EXCERPTED DATA:
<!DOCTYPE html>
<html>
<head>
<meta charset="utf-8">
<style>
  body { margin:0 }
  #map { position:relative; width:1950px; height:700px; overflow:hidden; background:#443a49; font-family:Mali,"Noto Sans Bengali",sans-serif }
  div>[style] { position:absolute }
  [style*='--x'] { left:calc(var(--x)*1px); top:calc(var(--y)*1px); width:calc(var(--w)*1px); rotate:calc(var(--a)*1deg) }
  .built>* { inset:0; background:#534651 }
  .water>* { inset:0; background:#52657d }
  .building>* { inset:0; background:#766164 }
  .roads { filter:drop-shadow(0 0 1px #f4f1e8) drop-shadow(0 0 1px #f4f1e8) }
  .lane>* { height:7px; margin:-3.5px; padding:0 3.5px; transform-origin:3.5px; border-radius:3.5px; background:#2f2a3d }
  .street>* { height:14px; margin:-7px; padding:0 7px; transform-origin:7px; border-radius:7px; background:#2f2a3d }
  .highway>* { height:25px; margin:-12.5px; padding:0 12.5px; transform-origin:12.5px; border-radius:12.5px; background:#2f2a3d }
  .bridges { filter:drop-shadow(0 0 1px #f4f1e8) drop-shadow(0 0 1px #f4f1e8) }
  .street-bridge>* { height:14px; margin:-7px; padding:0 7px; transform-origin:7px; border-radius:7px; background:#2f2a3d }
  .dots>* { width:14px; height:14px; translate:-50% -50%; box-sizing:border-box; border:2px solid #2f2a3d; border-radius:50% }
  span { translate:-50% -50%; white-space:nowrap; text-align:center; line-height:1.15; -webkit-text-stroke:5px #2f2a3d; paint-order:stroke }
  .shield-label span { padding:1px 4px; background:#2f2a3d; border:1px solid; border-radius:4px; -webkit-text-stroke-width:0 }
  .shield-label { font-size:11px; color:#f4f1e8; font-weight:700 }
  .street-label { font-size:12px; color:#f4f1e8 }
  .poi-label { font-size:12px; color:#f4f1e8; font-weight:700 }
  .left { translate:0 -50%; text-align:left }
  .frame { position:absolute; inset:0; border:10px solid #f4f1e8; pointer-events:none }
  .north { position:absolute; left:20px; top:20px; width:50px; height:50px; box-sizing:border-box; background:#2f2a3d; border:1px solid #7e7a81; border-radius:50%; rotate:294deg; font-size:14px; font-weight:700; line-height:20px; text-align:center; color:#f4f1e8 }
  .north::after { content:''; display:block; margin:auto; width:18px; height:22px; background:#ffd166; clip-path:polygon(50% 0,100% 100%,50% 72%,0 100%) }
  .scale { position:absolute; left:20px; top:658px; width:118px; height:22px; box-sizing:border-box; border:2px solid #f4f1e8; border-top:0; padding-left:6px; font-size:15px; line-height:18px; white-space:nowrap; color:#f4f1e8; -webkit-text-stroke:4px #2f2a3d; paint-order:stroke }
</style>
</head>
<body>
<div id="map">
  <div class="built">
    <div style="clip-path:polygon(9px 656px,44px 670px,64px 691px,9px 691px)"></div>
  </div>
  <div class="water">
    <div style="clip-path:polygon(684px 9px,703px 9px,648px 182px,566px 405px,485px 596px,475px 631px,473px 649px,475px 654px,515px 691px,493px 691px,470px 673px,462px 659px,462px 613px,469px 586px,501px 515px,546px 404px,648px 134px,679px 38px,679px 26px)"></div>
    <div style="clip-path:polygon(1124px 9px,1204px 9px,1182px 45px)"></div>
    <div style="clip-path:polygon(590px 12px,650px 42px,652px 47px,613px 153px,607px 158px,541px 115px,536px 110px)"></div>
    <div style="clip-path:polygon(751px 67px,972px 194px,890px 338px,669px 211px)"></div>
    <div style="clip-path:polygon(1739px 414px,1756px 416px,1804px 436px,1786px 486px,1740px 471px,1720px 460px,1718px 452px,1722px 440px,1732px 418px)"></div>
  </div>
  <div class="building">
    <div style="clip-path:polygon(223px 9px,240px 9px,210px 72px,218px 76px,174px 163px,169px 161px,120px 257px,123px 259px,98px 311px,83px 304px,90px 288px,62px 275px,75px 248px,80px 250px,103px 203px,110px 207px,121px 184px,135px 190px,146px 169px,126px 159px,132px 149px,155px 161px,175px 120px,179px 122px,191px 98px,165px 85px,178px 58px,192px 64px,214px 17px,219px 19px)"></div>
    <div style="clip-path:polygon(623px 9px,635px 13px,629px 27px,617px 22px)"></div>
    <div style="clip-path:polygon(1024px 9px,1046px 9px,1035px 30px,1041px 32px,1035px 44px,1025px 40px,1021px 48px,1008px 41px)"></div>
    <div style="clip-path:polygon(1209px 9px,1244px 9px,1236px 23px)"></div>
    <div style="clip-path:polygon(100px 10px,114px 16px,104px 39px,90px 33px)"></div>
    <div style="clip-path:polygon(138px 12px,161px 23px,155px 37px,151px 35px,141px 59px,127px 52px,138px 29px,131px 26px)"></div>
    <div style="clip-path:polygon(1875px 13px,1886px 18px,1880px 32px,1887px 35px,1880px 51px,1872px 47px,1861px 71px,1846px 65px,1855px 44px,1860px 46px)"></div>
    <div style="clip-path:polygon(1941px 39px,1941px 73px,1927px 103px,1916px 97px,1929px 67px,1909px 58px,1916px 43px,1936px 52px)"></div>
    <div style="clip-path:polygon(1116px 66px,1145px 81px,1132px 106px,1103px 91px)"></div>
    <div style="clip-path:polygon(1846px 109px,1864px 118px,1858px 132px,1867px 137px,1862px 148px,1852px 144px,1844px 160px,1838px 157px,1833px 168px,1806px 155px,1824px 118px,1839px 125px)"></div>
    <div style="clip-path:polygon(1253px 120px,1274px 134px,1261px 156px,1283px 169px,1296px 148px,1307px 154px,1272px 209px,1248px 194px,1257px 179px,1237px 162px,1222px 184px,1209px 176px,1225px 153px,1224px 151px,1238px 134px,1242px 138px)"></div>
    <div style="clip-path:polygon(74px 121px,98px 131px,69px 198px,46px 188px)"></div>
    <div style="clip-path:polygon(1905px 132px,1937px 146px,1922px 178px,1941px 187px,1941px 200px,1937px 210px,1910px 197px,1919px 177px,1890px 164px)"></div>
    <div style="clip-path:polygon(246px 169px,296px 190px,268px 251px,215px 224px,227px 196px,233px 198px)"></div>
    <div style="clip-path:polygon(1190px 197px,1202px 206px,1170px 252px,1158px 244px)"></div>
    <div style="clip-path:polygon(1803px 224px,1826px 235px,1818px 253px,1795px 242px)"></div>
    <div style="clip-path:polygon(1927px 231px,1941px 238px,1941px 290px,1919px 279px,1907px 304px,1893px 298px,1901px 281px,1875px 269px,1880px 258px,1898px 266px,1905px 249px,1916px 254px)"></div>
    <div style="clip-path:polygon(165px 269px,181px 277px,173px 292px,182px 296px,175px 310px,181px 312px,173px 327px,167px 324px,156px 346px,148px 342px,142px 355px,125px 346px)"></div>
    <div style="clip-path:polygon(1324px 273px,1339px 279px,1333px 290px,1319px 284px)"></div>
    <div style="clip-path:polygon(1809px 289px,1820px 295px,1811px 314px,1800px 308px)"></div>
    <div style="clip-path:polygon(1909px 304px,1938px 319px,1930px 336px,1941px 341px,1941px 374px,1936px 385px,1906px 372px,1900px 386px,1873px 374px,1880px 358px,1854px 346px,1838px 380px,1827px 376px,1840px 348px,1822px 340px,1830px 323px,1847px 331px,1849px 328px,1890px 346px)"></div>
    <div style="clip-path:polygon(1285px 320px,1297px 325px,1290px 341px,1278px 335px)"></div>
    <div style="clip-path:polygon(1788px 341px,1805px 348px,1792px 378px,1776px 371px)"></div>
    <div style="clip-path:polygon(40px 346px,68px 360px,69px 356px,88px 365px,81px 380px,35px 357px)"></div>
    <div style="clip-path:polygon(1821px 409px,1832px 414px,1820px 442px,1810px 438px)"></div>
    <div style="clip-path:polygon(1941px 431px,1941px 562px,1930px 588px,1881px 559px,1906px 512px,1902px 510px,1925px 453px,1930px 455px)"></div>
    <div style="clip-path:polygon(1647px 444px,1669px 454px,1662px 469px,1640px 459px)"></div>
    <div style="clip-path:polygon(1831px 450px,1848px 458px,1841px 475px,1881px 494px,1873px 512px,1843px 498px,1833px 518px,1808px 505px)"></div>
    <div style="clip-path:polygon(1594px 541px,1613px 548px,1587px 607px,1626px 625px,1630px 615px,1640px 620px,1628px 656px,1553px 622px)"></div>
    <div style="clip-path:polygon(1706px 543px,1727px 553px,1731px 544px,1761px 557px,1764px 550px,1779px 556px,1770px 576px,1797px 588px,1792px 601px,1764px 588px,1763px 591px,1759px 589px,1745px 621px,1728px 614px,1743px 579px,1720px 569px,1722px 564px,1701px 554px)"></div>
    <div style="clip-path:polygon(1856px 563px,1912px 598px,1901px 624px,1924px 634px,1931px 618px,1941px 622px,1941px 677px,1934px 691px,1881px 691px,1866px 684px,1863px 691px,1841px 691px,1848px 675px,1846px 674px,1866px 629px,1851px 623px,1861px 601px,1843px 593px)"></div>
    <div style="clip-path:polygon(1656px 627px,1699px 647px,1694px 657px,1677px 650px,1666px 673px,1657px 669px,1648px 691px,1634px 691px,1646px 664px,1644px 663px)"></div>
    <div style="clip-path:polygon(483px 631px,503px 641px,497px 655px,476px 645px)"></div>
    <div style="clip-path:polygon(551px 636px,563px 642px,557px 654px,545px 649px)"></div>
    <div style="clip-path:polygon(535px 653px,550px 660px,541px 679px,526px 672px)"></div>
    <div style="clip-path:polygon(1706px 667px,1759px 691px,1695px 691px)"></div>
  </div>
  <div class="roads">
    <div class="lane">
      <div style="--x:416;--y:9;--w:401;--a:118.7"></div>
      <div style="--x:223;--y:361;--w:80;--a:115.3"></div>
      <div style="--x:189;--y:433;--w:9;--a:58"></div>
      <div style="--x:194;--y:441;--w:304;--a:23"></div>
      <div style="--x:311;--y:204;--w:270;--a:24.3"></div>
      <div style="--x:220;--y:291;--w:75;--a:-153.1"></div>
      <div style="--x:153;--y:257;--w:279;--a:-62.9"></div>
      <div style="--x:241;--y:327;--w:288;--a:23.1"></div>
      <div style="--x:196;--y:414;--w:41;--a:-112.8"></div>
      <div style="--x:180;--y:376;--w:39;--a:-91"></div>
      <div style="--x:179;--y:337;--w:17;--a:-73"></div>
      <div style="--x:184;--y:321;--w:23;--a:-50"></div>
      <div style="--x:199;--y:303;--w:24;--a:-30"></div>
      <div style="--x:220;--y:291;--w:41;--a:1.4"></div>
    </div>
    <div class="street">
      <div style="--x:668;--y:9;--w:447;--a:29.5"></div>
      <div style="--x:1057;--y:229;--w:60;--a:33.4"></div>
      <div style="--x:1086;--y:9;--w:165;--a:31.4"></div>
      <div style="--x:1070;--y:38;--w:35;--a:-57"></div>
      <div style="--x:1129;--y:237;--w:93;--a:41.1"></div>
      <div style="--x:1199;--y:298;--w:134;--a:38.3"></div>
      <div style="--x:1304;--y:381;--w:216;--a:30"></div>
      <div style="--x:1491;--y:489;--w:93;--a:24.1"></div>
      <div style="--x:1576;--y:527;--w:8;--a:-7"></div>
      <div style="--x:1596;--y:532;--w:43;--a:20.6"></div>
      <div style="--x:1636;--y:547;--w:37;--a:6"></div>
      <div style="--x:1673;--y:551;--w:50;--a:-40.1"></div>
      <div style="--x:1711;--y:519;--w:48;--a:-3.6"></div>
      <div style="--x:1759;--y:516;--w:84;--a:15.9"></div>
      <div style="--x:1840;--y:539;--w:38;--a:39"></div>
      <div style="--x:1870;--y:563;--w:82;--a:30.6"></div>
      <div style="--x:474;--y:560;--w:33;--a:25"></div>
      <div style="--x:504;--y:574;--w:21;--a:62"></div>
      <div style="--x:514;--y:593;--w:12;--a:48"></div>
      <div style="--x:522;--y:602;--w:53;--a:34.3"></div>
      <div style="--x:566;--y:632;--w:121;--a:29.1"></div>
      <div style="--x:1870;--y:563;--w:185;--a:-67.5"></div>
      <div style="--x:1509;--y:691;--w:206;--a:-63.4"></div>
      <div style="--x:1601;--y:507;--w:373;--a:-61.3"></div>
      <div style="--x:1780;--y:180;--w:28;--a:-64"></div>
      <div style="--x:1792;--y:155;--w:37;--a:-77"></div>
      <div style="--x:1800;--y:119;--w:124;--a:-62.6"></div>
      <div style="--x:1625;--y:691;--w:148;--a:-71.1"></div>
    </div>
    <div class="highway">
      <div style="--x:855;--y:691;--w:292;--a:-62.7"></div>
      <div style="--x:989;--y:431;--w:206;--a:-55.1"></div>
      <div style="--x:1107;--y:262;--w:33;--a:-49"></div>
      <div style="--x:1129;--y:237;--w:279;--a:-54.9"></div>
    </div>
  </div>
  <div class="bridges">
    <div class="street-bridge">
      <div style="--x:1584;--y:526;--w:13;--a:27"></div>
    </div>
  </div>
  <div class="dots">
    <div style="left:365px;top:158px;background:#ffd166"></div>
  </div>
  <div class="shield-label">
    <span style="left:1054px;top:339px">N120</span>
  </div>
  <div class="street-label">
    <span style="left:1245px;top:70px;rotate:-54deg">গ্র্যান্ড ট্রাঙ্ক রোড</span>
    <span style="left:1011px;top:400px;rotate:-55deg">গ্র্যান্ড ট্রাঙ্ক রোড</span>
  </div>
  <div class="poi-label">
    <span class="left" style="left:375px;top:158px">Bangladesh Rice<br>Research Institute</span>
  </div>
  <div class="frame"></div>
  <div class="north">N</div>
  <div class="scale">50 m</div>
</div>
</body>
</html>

WHAT THE TASK REQUIRES:
In the records above, which lines hold the string "bridges"? Copy each one.

SOLUTION FOR THIS TASK:
  .bridges { filter:drop-shadow(0 0 1px #f4f1e8) drop-shadow(0 0 1px #f4f1e8) }
  <div class="bridges">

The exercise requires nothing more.